(New York) – Hong Kong officials should challenge the chairman of China’s top legislative body to make concrete commitments to respect Hong Kong’s autonomy on human rights and democratic rule, Human Rights Watch said today. Zhang Dejiang, who chairs the Standing Committee of the National People’s Congress, will meet with Hong Kong Chief Executive C.Y. Leung and other senior officials during his visit to Hong Kong from May 17-19, 2016.
Under the 1984 Sino-British Joint Declaration, which spells out the terms for transfer of Hong Kong from British to Chinese rule, Hong Kong is to retain a “high degree of autonomy” in all areas except foreign affairs and defense.
However, China’s central government has increasingly encroached on Hong Kong’s autonomy in recent years, including thwarting popular efforts to achieve universal suffrage, as guaranteed by the Basic Law, Human Rights Watch said. Zhang presided over the August 31, 2014 National People’s Congress decision to impose a stringent screening mechanism that effectively bars candidates the central government disapproves from nomination for Hong Kong’s top official post, the chief executive. That decision set off the “Umbrella Movement,” in which pro-democracy protesters in Hong Kong blocked major thoroughfares for months in 2014. Rather than press Beijing to respect Hong Kong people’s rights to freely elect and run for chief executive, Hong Kong authorities have offered the same failed proposal. At the same time, Hong Kong authorities have brought politically motivated charges against student leaders responsible for organizing the peaceful movement.
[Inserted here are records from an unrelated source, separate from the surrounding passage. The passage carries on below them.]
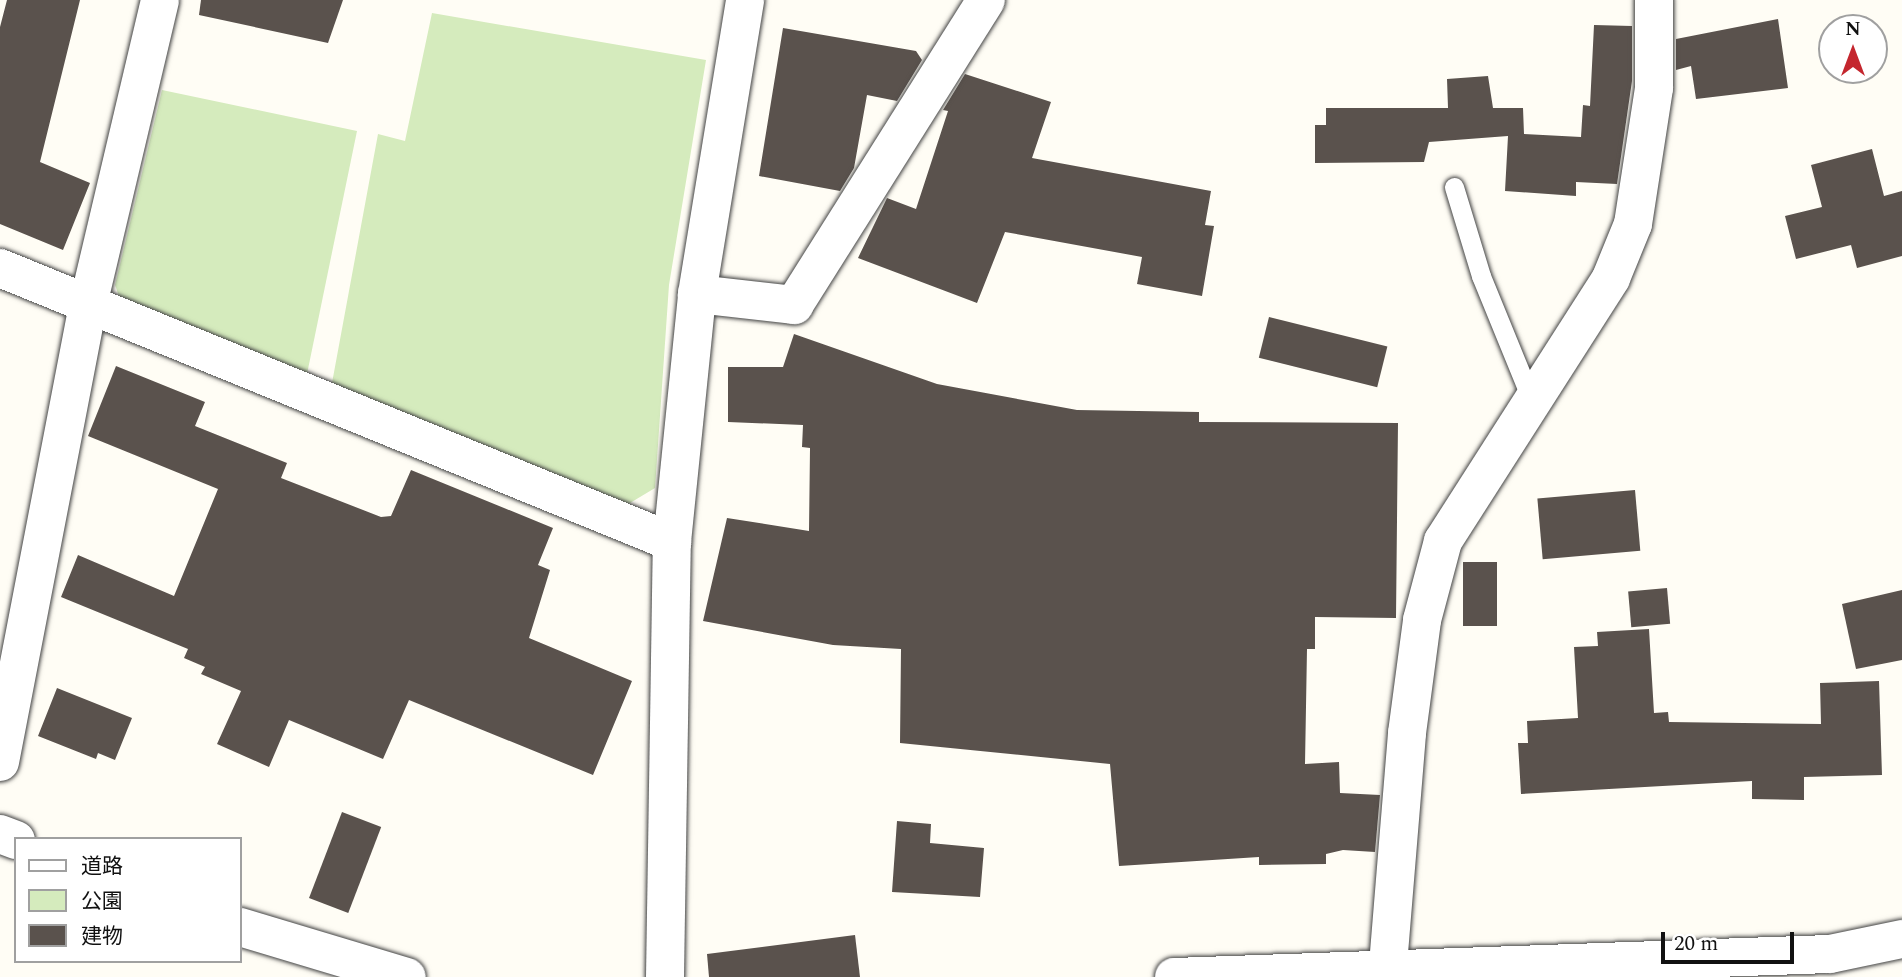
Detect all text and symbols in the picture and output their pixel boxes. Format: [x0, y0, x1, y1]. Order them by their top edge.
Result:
north arrow [1818, 14, 1888, 84]
text: N [1845, 15, 1861, 44]
legend [14, 837, 242, 963]
text: 道路 [81, 851, 123, 883]
text: 公園 [81, 886, 123, 918]
scale bar [1664, 918, 1797, 962]
text: 建物 [81, 921, 123, 953]
text: 20 m [1674, 928, 1718, 960]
Concerns in Hong Kong have also grown about the role of mainland police and other security forces operating in the territory, Human Rights Watch said. In 2015, Chinese authorities forcibly disappeared five booksellers affiliated with the Hong Kong-based Mighty Current Media, known for publishing books critical of senior Chinese leaders. One of the five, Lee Po, was believed to have been taken into custody from Hong Kong on December 30, 2015, and brought to mainland China. Although Lee and two other booksellers later resurfaced, in Hong Kong to cancel missing persons reports their families had filed with the police, they promptly returned to China, raising concerns of continuing detention without charge. Although the Hong Kong government had vowed to follow up on the case, there have been no conclusive answers from Hong Kong authorities regarding Lee’s abduction, nor the fate of the other four.
Hong Kong’s longstanding commitment to an independent and critical media has also increasingly been in question. In April, Keung Kwok-yuen, the chief editor of prominent newspaper Ming Pao who has been credited for confronting political pressure and upholding editorial independence, was abruptly fired. In 2016, the mainland Chinese e-commerce giant Alibaba took over the 112-year-old English-language South China Morning Post, and a top Alibaba executive stated an intention to present a more positive image of China.
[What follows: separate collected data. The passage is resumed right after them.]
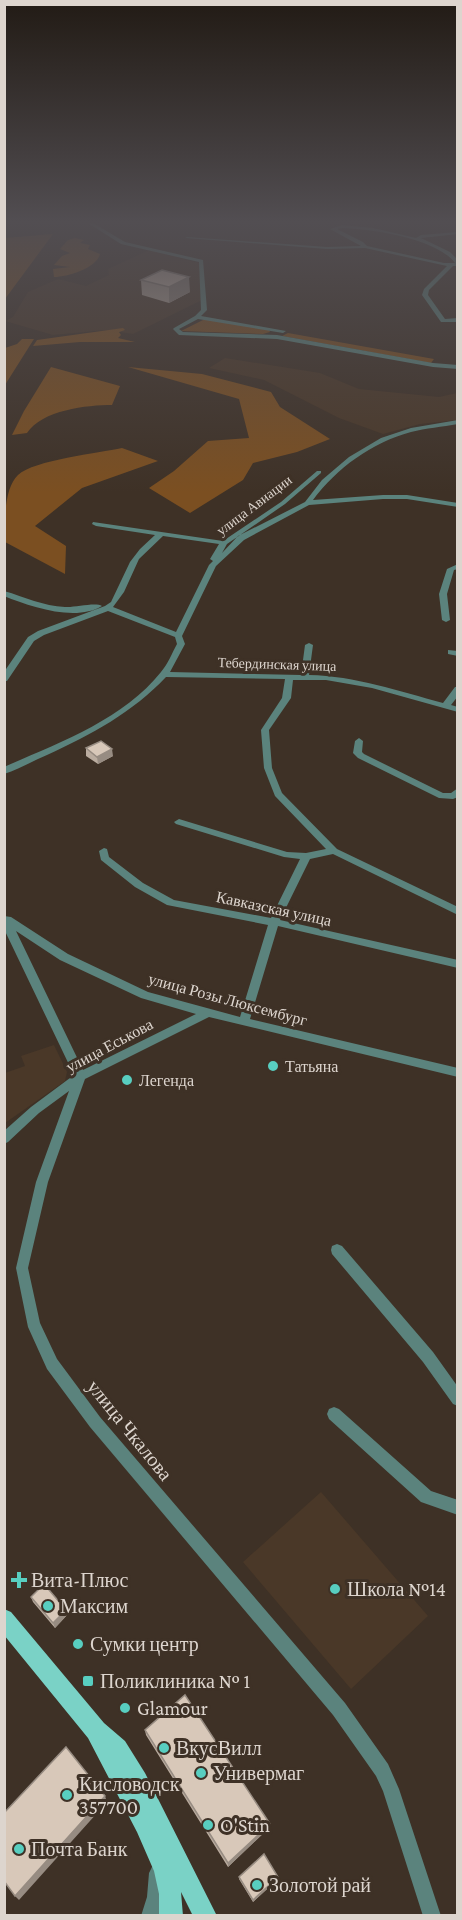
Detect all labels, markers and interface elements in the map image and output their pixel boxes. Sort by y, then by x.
street label: улица Авиации [213,471,295,539]
street label: Тебердинская улица [217,654,338,674]
street label: Кавказская улица [214,888,333,930]
street label: улица Розы Люксембург [146,970,310,1030]
street label: улица Еськова [63,1015,156,1076]
place label: Татьяна [285,1058,338,1075]
marker: Татьяна [266,1059,280,1073]
place label: Легенда [139,1072,194,1090]
marker: Легенда [120,1073,134,1087]
street label: улица Чкалова [82,1375,177,1485]
place label: Вита-Плюс [31,1569,129,1591]
marker: Вита-Плюс [12,1573,26,1587]
place label: Школа №14 [347,1578,446,1600]
marker: Школа №14 [328,1582,342,1596]
place label: Максим [60,1595,128,1617]
marker: Максим [41,1599,55,1613]
place label: Сумки центр [90,1633,199,1656]
marker: Сумки центр [71,1637,85,1651]
place label: Поликлиника № 1 [100,1670,250,1692]
marker: Поликлиника № 1 [81,1674,95,1688]
place label: Glamour [137,1697,208,1719]
marker: Glamour [118,1701,132,1715]
place label: ВкусВилл [176,1737,262,1760]
marker: ВкусВилл [157,1741,171,1755]
place label: Универмаг [213,1762,304,1785]
marker: Универмаг [194,1766,208,1780]
place label: Кисловодск 357700 [79,1773,180,1818]
marker: Кисловодск 357700 [60,1788,74,1802]
place label: O'Stin [220,1814,270,1836]
marker: O'Stin [201,1818,215,1832]
place label: Почта Банк [31,1838,128,1860]
marker: Почта Банк [12,1842,26,1856]
place label: Золотой рай [269,1874,371,1897]
marker: Золотой рай [250,1878,264,1892]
The right to organize political parties – long cherished in Hong Kong but prohibited in China – is being challenged, Human Rights Watch said. In April, Hong Kong’s secretary of justice singled out the newly established Hong Kong National Party for investigation, saying that its and other groups’ pro-independence stance “is totally contrary to the Basic Law,” despite the constitution’s explicit protections for Hong Kong people’s basic rights and freedoms.
Human Rights Watch urged Chief Executive Leung to restart the political reform process by informing Zhang of Hong Kong’s intention to submit a report to Beijing justifying the need for greater democratization. Leung should also publicly call on Zhang to provide information about the five booksellers, commit to a thorough investigation into allegations regarding the operations of mainland security forces in Hong Kong, and cease interference in publishing and media freedoms in the territory. Zhang should recommit the central government to upholding its obligations under the Joint Declaration and Basic Law, as well as the International Covenant on Civil and Political Rights and other human rights treaties that apply in Hong Kong.
“Zhang’s visit may say more about the chief executive’s intentions to fight for Hong Kong’s rights than it does about Beijing’s willingness to respect them,” Richardson said. “One way for Zhang and the central government to reduce mistrust in Hong Kong is by publicly answering people’s concerns and pledging to uphold Hong Kong’s autonomy.”